Stored items
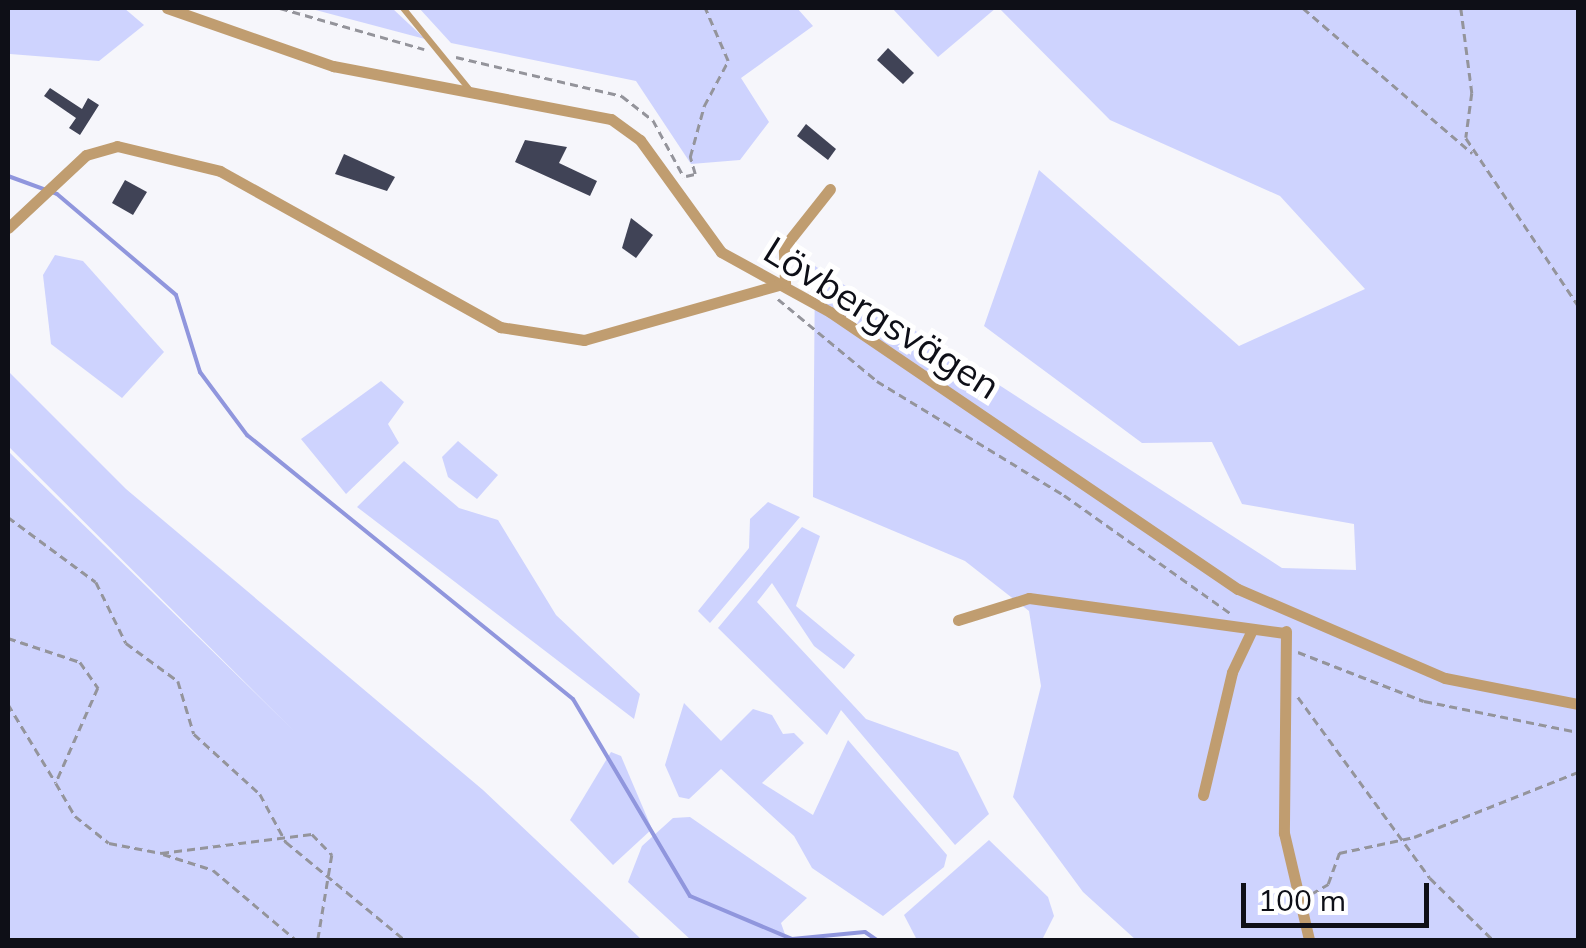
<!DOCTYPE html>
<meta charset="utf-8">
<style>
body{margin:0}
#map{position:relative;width:1586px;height:948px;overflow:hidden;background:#f6f6fb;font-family:Mulish,sans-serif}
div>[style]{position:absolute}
.green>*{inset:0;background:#ced3fe}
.stream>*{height:4px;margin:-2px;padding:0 2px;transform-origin:2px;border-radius:2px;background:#9096dd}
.building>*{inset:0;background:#404356}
.path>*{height:2.5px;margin-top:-1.25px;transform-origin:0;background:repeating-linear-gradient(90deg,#94949b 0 8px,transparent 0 13px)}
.lane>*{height:6px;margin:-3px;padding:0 3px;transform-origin:3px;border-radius:3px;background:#c09d70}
.street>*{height:11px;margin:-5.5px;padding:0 5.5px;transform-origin:5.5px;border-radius:5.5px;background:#c09d70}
span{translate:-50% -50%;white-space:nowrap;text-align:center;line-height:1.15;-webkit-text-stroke:10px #fff;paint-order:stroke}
.street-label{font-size:38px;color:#0e0f17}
.frame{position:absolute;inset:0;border:10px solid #0e0f17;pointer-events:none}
.scale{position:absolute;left:1241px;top:883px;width:188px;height:45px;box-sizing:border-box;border:5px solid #0e0f17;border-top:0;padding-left:12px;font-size:30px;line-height:35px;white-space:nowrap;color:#0e0f17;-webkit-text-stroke:8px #fff;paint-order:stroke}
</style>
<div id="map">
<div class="green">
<i style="clip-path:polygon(8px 8px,124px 8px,144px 25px,99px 61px,10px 54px)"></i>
<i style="clip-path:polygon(308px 8px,392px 8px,425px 39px)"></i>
<i style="clip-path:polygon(419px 8px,797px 8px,813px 26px,741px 78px,769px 122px,740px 160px,691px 164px,636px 81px,451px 43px)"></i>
<i style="clip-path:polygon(892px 8px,996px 8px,938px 57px)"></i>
<i style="clip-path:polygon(999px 8px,1578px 8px,1578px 940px,1136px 940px,1083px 892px,1013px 797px,1041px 686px,1029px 611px,965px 561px,813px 497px,815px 266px,1282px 568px,1356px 570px,1354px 524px,1242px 504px,1212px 442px,1142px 443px,984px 326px,1039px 170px,1239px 346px,1365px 289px,1280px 196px,1110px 120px)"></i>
<i style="clip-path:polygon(55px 255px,83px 261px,164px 352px,122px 398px,51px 344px,43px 275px)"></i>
<i style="clip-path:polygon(8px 371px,126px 489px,483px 790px,642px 940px,8px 940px,8px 451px,295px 732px,8px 446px)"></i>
<i style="clip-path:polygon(381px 381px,404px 402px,388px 424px,399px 443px,346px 494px,301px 439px)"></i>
<i style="clip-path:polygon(458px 441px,498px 475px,477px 499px,448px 477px,442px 457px)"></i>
<i style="clip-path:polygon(404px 461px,459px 508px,498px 520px,556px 615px,640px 694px,634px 719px,357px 507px)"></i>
<i style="clip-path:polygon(768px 502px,800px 517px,710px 623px,698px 611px,749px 548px,750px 519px)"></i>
<i style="clip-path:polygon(802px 527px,820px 536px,796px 606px,855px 655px,844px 669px,814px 646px,772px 583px,757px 602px,866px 719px,958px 752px,989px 814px,955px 845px,841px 710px,827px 735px,718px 628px)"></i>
<i style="clip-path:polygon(684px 703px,721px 741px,753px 709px,772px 715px,783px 734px,794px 733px,804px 743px,762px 783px,813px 815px,848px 740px,947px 855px,944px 867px,883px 916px,812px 868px,794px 836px,721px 769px,689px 799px,679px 797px,665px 765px)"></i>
<i style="clip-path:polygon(611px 752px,621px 756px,652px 829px,613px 865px,570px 820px)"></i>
<i style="clip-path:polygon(690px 817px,807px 898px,781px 923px,787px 940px,691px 940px,628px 882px,642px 846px,673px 818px)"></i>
<i style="clip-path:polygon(989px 840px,1048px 897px,1054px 916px,1042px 940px,917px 940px,904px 915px)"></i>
</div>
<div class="stream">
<i style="left:8px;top:176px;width:52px;rotate:20.2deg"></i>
<i style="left:57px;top:194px;width:156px;rotate:40.3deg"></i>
<i style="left:176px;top:295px;width:81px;rotate:72.7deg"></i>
<i style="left:200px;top:372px;width:79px;rotate:53.3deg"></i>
<i style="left:247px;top:435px;width:419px;rotate:39deg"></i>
<i style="left:573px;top:699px;width:229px;rotate:59.3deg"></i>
<i style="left:690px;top:896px;width:111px;rotate:22.9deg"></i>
<i style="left:792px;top:939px;width:73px;rotate:-5.5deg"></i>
<i style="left:865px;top:932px;width:14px;rotate:34deg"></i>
</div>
<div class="building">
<i style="clip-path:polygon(888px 48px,914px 73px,903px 84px,877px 60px)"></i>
<i style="clip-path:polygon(50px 88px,82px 109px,88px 98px,99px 105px,80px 135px,69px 128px,76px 118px,44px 96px)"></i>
<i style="clip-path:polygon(806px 124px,836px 149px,828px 160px,797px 136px)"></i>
<i style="clip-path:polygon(525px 140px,567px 147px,559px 163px,597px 181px,590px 196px,515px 162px)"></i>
<i style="clip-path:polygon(344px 154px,395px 177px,387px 191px,335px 174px)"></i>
<i style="clip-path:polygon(125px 180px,147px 192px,133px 215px,112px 203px)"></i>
<i style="clip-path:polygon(631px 218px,653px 235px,636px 258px,622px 248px)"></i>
</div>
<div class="path">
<i style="left:280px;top:8px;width:150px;rotate:15.9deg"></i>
<i style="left:1303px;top:8px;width:223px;rotate:40.6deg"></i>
<i style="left:1461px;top:8px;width:86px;rotate:82.6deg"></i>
<i style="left:1472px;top:93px;width:45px;rotate:97.6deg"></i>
<i style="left:1466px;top:138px;width:201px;rotate:56.2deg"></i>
<i style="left:456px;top:57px;width:171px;rotate:13.2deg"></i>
<i style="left:622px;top:96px;width:39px;rotate:38deg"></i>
<i style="left:653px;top:120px;width:65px;rotate:61.5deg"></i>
<i style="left:686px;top:176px;width:9px;rotate:-13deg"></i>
<i style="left:695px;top:174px;width:18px;rotate:-106deg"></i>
<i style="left:690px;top:157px;width:53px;rotate:-74.6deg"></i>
<i style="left:704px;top:106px;width:51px;rotate:-61.9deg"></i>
<i style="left:728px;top:61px;width:58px;rotate:-113.5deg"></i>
<i style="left:778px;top:299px;width:129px;rotate:39.6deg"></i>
<i style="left:877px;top:381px;width:219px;rotate:31.4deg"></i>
<i style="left:1064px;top:495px;width:204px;rotate:35.4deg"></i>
<i style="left:8px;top:517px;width:109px;rotate:36.5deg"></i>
<i style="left:96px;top:582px;width:68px;rotate:63.8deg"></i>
<i style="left:126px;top:643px;width:64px;rotate:36.2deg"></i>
<i style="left:178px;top:681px;width:55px;rotate:73.2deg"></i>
<i style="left:194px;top:734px;width:89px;rotate:42.3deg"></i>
<i style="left:260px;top:794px;width:55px;rotate:61.6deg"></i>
<i style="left:286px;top:842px;width:154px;rotate:39.5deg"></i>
<i style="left:8px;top:638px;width:76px;rotate:18.4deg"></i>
<i style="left:80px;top:662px;width:32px;rotate:55deg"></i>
<i style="left:98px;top:688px;width:104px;rotate:113.9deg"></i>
<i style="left:56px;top:783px;width:38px;rotate:60deg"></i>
<i style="left:75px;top:816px;width:43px;rotate:38.5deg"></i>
<i style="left:109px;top:843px;width:53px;rotate:10.9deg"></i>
<i style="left:161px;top:853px;width:152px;rotate:-7.2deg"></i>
<i style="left:312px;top:834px;width:29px;rotate:46deg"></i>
<i style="left:332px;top:855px;width:86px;rotate:99.4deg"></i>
<i style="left:1298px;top:652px;width:135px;rotate:21.3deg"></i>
<i style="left:1424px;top:701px;width:157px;rotate:11.4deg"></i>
<i style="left:1298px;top:697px;width:224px;rotate:53.9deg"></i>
<i style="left:1430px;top:878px;width:88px;rotate:44.5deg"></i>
<i style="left:8px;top:704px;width:92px;rotate:58.7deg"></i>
<i style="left:163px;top:854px;width:52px;rotate:17.7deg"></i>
<i style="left:213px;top:870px;width:109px;rotate:40.1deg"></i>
<i style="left:1311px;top:894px;width:20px;rotate:-30deg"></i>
<i style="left:1328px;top:884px;width:33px;rotate:-70deg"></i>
<i style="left:1339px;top:853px;width:77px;rotate:-12deg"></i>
<i style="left:1414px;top:837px;width:176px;rotate:-21.6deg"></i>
</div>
<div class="lane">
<i style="left:403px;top:8px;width:104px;rotate:50.8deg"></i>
</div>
<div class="street">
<i style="left:167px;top:8px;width:176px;rotate:19.3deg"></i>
<i style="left:333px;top:66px;width:283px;rotate:10.8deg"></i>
<i style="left:611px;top:119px;width:36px;rotate:36deg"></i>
<i style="left:640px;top:140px;width:138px;rotate:54.1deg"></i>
<i style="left:721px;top:252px;width:124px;rotate:28.8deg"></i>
<i style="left:830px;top:312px;width:493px;rotate:34.2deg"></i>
<i style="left:1238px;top:589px;width:225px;rotate:23.3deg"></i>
<i style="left:1445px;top:678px;width:136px;rotate:11.1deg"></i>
<i style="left:8px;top:228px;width:107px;rotate:-43.1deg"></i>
<i style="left:86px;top:155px;width:32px;rotate:-16deg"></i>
<i style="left:117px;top:146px;width:106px;rotate:13.6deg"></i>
<i style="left:220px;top:171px;width:321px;rotate:29.1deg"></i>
<i style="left:500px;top:327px;width:85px;rotate:8.8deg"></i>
<i style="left:584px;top:340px;width:209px;rotate:-15.8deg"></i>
<i style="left:785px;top:283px;width:36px;rotate:-92deg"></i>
<i style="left:784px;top:247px;width:74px;rotate:-51.6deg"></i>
<i style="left:958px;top:620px;width:74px;rotate:-17.2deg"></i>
<i style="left:1029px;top:598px;width:258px;rotate:7.8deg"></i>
<i style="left:1286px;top:631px;width:202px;rotate:90.6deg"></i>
<i style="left:1284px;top:833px;width:110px;rotate:76.8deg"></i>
<i style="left:1203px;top:795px;width:126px;rotate:-76.7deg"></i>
<i style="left:1232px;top:672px;width:44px;rotate:-64.6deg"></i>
</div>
<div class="street-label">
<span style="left:882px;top:318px;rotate:32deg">Lövbergsvägen</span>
</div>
<div class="frame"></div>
<div class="scale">100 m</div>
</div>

> TASK DETAILS:
Go through the records above, find every line with the word "stream", and list those lines.

> RESPONSE TO THE TASK:
.stream>*{height:4px;margin:-2px;padding:0 2px;transform-origin:2px;border-radius:2px;background:#9096dd}
<div class="stream">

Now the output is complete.